Solved: Re: Finding and grouping items related by many to many

tingnz · Posted 08-12-2015 12:20 AM

I have data that is related via a many to many relationship and I want to find all items that are related to each other and give them a unique id.

My example data is listed below:

PolicyId PersonId

1 1000

1 1001

2 1001

3 1000

4 1002

2 1003

5 1003

4 1004

My desired output would either be

PolicyId PersonId GroupId

1 1000 1

1 1001 1

2 1001 1

3 1000 1

4 1002 2

2 1003 1

5 1003 1

4 1004 2

or

PolicyID GroupId

1 1

2 1

3 1

4 2

5 1

PersonId GroupId

1000 1

1001 1

1002 2

1003 1

1004 2

Do you have any suggestions on how to do this efficiently?
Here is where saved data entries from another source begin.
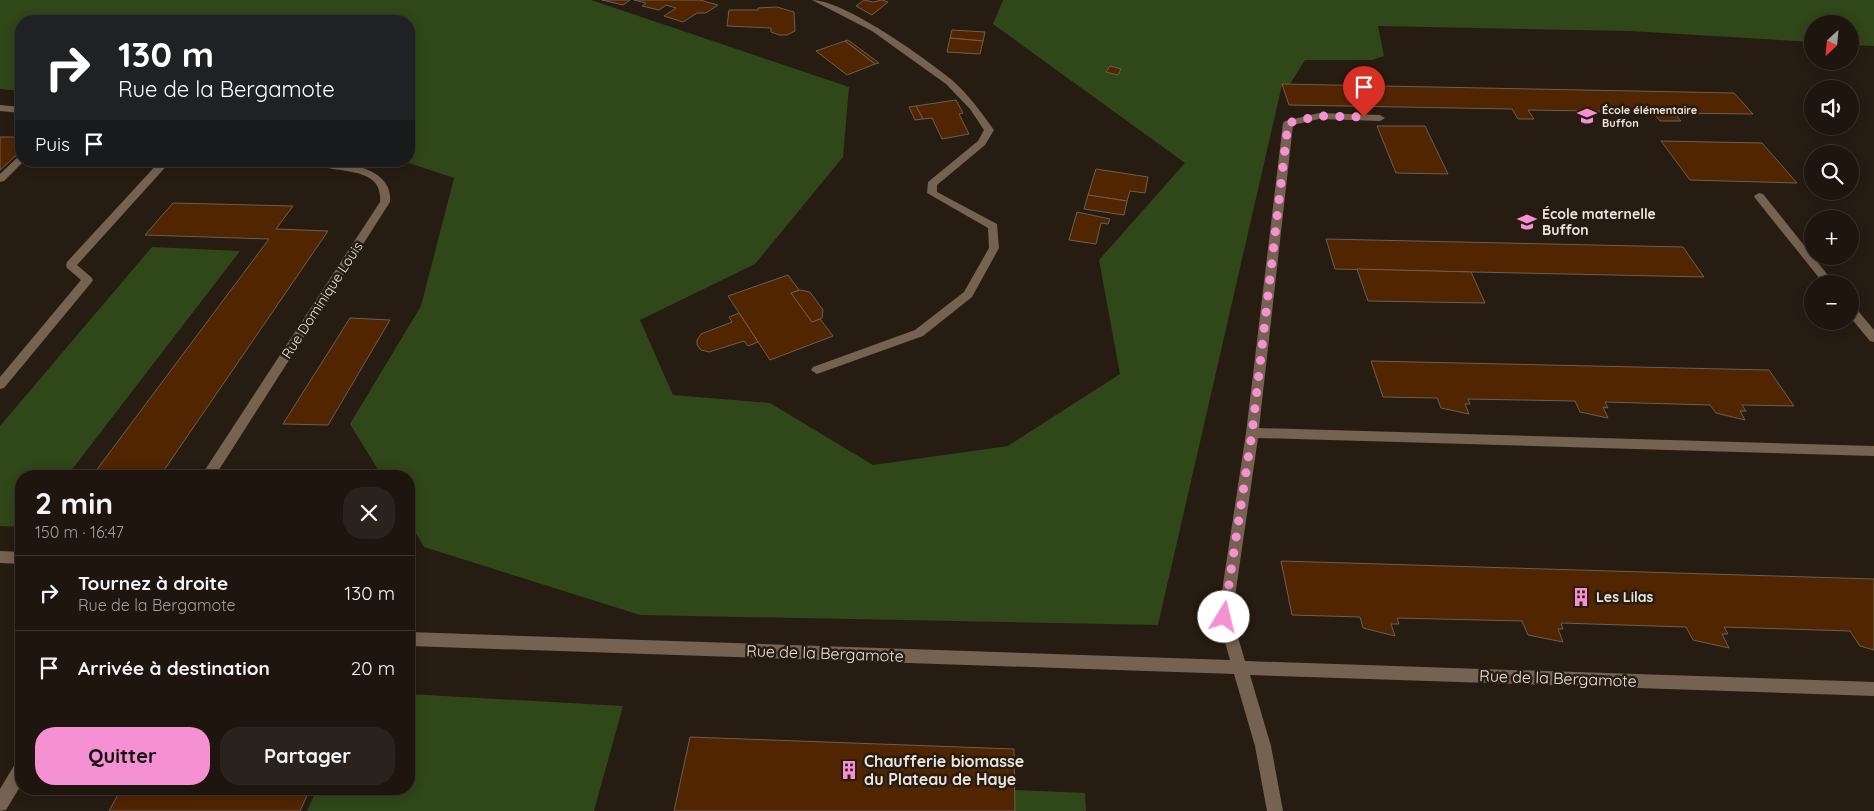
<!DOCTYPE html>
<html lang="fr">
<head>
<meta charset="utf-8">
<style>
	body { margin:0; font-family:Quicksand,sans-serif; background:#2a221c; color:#f1f3f6; height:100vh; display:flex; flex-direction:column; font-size:19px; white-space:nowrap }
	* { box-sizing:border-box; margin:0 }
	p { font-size:16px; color:#a09f9e }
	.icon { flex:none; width:28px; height:28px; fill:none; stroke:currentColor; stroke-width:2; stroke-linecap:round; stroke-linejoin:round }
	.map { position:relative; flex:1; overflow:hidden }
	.panel { position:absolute; left:15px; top:470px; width:400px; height:325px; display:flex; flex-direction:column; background:#1d150e; border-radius:20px; box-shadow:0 2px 12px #0003,0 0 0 1px #3b342e }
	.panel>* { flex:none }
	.guide { position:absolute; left:15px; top:15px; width:400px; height:152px; border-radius:20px; box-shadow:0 2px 12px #0003,0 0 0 1px #3b342e; background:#202124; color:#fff; overflow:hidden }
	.needle { width:32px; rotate:206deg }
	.tools { position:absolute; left:1804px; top:15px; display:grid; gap:10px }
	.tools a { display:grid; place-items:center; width:55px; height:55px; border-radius:50%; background:#1d150e; box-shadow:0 2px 12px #0003,0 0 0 1px #3b342e; font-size:25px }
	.pin { position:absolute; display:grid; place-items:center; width:42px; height:42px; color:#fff; margin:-51px -21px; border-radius:50% 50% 50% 0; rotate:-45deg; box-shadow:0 0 5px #0007 }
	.pin .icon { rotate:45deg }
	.me { position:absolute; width:55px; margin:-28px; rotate:9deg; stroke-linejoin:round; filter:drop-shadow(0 0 4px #0008) }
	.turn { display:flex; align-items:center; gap:18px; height:105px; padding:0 20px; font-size:22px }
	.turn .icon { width:65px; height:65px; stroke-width:2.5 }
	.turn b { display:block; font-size:35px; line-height:42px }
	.then { display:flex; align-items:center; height:48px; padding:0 20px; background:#0003; gap:10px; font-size:19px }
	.round { display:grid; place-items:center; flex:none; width:52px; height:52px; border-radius:20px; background:#2a221c }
	.overview { display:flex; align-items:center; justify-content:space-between; height:85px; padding:0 20px }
	h1 { font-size:30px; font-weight:800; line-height:38px }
	.action { display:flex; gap:10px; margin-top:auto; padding:10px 20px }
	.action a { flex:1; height:58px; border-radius:20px; background:#f591d2; color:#111; font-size:20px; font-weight:800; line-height:58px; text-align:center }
	.action a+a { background:#2a221c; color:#f1f3f6 }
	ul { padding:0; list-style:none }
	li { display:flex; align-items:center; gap:15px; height:75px; padding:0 20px; border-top:1px solid #3b342e }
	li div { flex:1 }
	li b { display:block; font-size:19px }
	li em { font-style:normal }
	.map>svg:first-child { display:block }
	.green { fill:#304719 }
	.building { fill:#502500; stroke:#6c5e54 }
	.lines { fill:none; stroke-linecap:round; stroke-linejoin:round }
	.minor { fill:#766251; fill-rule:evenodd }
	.route { stroke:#f591d2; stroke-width:9; stroke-dasharray:0 16.2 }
	.labels { text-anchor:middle; stroke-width:5; stroke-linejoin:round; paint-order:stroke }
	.far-poi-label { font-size:11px; font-weight:bold; fill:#ece4dd; stroke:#271c12; text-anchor:start }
	.poi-label { font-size:14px; font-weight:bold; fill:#ece4dd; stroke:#271c12; text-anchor:start }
	.street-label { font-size:14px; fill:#ece4dd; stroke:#271c12 }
	.near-street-label { font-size:16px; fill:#ece4dd; stroke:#271c12 }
	.near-poi-label { font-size:16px; font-weight:bold; fill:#ece4dd; stroke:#271c12; text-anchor:start }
</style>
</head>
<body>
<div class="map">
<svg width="1874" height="811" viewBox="0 0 1874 811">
	<rect width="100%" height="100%" fill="#271c12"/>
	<g class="green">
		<path d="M 0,0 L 591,0 L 849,87 L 843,157 L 755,264 L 640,320 L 673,395 L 770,403 L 873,465 L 1008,446 L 1120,374 L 1099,260 L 1185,163 L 993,24 L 1003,0 L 1874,0 L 1874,46 L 1850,45 L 1850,24 L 1812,24 L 1812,42 L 1630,31 L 1378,26 L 1384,56 L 1372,60 L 1305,60 L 1290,84 L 1282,85 L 1158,625 L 640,615 L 424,547 L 409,521 L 409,476 L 382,476 L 350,424 L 421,306 L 454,178 L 403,161 L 409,161 L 409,21 L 21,21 L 21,91 L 0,89 Z"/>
		<path d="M 152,247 L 240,251 L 67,476 L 21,476 L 21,527 L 0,526 L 0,426 Z"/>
		<path d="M 409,694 L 623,706 L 594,811 L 307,811 L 317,789 L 409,789 Z"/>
		<path d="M 1015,790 L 1085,793 L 1086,811 L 1015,811 Z"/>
	</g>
	<g class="building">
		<path d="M 602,0 L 630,0 L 623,5 Z"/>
		<path d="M 634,0 L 700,0 L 718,5 L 706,13 L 697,13 L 683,22 L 664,16 L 676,8 L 666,5 L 659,10 L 642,6 L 646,3 Z"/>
		<path d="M 864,0 L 873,2 L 882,0 L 888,2 L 872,15 L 856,6 Z"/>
		<path d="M 777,7 L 794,12 L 795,31 L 787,35 L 779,35 L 771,32 L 771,28 L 727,26 L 729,10 L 758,10 L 758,8 Z"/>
		<path d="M 952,30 L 985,32 L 983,41 L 950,38 Z"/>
		<path d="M 950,38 L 983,41 L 980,54 L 947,52 Z"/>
		<path d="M 848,40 L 879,63 L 875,64 L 845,41 Z"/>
		<path d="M 845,41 L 875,64 L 847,75 L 816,51 Z"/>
		<path d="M 1110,66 L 1121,69 L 1118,75 L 1106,72 Z"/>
		<path d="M 1282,84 L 1734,93 L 1753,114 L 1674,113 L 1681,121 L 1660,121 L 1653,112 L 1528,110 L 1534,119 L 1518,119 L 1512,109 L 1289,105 Z"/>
		<path d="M 956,100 L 963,113 L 959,114 L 969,134 L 942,139 L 932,118 L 923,119 L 916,106 Z"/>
		<path d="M 916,106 L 923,119 L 915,120 L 909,107 Z"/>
		<path d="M 1377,126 L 1425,126 L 1448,174 L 1396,173 Z"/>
		<path d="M 0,137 L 21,137 L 21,151 L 0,170 Z"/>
		<path d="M 1661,141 L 1762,143 L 1797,183 L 1690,180 Z"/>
		<path d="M 1096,169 L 1148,177 L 1145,193 L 1130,191 L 1127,201 L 1088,195 Z"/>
		<path d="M 1088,195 L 1127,201 L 1124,215 L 1084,209 Z"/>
		<path d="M 173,203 L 293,206 L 276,229 L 328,231 L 160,476 L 92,476 L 269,239 L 145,235 Z"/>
		<path d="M 1077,212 L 1110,219 L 1108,224 L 1101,223 L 1096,244 L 1069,240 Z"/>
		<path d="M 1326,239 L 1683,247 L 1704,277 L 1335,269 Z"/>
		<path d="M 1357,269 L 1471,272 L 1485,303 L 1368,301 Z"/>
		<path d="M 788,275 L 799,290 L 791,293 L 812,322 L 820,319 L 833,336 L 770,360 L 728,296 Z"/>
		<path d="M 800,290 L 810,292 L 823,310 L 822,318 L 812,322 L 791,293 Z"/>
		<path d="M 739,313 L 758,342 L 748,346 L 744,341 L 709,352 L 701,350 L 697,345 L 697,340 L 701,334 L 732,322 L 729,317 Z"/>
		<path d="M 350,318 L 390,320 L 328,425 L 283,424 Z"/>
		<path d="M 1371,361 L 1769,370 L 1794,406 L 1742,405 L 1746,411 L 1740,411 L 1745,420 L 1716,413 L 1710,405 L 1605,402 L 1608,408 L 1603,407 L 1608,418 L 1580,412 L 1575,401 L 1468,399 L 1470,404 L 1465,404 L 1469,414 L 1441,408 L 1437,398 L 1383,397 Z"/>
		<path d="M 1281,561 L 1874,579 L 1874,650 L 1860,646 L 1850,631 L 1724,627 L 1728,634 L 1722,634 L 1729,648 L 1693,640 L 1686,627 L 1561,623 L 1563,629 L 1558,629 L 1563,642 L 1528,635 L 1522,621 L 1397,618 L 1399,624 L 1391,624 L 1395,636 L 1363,628 L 1360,617 L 1292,615 Z"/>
		<path d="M 690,737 L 1014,749 L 1015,811 L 674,811 Z"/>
		<path d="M 121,789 L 310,789 L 300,811 L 109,811 Z"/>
	</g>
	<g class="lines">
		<g class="minor">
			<path d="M 812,0 C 844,0 925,58 952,80 C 968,94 981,112 994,130 L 985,145 L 937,185 L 937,192 L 997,224 L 999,248 L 972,297 L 923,336 L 817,374 L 811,370 L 813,367 L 915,330 L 964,292 L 989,248 L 988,228 L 927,193 L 928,182 L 978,141 L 984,130 L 970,109 L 946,84 L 872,31 Z"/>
			<path d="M 0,105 L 21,107 L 21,113 L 0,111 Z"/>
			<path d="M 1319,113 L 1380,115 L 1385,118 L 1380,121 L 1319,119 L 1293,125 L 1259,428 L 1874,446 L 1874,456 L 1258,438 L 1232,617 L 1245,661 L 1874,682 L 1874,696 L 1250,675 L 1271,746 L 1283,811 L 1267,811 L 1255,746 L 1234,674 L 409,646 L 409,632 L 1230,660 L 1218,617 L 1246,433 L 1283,123 L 1285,121 Z"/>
			<path d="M 21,156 L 21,161 L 24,161 L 4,181 L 0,182 L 0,174 L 18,157 Z"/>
			<path d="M 160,161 L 171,161 L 77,265 L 91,277 L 93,280 L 91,283 L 4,388 L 0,389 L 0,377 L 81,280 L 67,268 L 66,265 L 67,262 Z"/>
			<path d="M 308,161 C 335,161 394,164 390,202 L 215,476 L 201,476 L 380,202 C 384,162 328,176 308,161 Z"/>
			<path d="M 1759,193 L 1763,194 L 1835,284 L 1824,284 L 1755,198 L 1754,196 Z"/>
			<path d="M 1850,305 L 1854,306 L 1874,330 L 1874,342 L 1870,341 L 1850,317 Z"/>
			<path d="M 0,551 L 21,552 L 21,564 L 0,563 Z"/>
			<path d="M 21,762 L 21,785 L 6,810 L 0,811 L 0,789 L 15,764 Z"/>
		</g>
	</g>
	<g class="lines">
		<path class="route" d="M 1224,617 L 1252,433 L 1288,123 L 1319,116 L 1364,117"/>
	</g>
	<defs>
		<g id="school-bare" transform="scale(1.5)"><path d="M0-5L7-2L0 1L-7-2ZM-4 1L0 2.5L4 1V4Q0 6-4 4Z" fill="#f591d2" stroke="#271c12" stroke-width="2.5" paint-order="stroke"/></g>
		<g id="building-bare" transform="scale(1.5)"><path d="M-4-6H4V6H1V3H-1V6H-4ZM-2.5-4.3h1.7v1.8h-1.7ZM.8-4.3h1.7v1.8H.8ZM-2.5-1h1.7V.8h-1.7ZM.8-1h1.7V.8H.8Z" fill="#f591d2" stroke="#271c12" stroke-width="2.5" paint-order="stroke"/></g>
	</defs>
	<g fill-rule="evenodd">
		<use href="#school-bare" x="1587" y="116"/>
		<use href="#school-bare" x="1527" y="222"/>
		<use href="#building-bare" x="1581" y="597"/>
		<use href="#building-bare" x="849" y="770"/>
	</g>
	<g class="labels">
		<g class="far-poi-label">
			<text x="1602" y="114">École élémentaire<tspan x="1602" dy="13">Buffon</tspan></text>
		</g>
		<g class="poi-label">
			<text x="1542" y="219">École maternelle<tspan x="1542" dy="16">Buffon</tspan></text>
			<text x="1596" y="602">Les Lilas</text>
		</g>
		<g class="street-label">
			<text transform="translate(322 300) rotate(-57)" y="5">Rue Dominique Louis</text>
		</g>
		<g class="near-street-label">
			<text transform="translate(825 653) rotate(2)" y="6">Rue de la Bergamote</text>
			<text transform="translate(1558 678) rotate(2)" y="6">Rue de la Bergamote</text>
		</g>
		<g class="near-poi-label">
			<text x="864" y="767">Chaufferie biomasse<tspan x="864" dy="18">du Plateau de Haye</tspan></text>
		</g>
	</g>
</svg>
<div class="tools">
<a><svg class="needle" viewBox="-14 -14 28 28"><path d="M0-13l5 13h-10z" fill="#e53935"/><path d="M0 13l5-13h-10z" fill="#a09f9e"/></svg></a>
<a><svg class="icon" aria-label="sound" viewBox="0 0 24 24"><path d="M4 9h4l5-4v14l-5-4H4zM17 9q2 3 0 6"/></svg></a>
<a><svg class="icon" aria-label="search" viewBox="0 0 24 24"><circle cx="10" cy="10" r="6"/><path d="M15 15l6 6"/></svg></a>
<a>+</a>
<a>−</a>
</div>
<div class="pin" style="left:1364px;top:117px;background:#d93025"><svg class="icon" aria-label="arrive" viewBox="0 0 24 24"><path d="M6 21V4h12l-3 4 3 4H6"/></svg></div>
<svg class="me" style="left:1224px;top:617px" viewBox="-20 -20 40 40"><circle r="19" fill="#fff"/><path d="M0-13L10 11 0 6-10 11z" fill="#f591d2"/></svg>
<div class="guide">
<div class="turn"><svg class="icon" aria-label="right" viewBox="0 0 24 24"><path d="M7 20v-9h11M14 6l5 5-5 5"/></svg><div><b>130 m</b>Rue de la Bergamote</div></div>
<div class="then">Puis<svg class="icon" aria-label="arrive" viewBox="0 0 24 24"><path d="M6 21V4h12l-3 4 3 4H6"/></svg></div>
</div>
<section class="panel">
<div class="overview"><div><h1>2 min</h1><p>150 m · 16:47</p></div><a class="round"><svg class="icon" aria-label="close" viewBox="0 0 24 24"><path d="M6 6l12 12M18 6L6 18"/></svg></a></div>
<ul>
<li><svg class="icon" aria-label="right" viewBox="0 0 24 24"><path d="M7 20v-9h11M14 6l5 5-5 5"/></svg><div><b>Tournez à droite</b><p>Rue de la Bergamote</p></div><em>130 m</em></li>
<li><svg class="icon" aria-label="arrive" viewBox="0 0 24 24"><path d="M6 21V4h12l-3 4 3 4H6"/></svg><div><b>Arrivée à destination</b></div><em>20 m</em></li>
</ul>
<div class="action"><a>Quitter</a><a>Partager</a></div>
</section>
</div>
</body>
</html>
I have managed to code this using a Macro, which for each policy, finds all related persons, then for each person, recursively calls the macro again for all related policies (that have not been assigned a GroupId already). This works ok for a small number of values, but I have 1.9m observations in my dataset, so it performs very slowly. There a some performance gains by calculating the cases where they is only one-to-many relationship between Policy and Person in a separate step, i.e. Policy 4 above would not be passed to the macro. This means the number I'm checking reduces to about 174K.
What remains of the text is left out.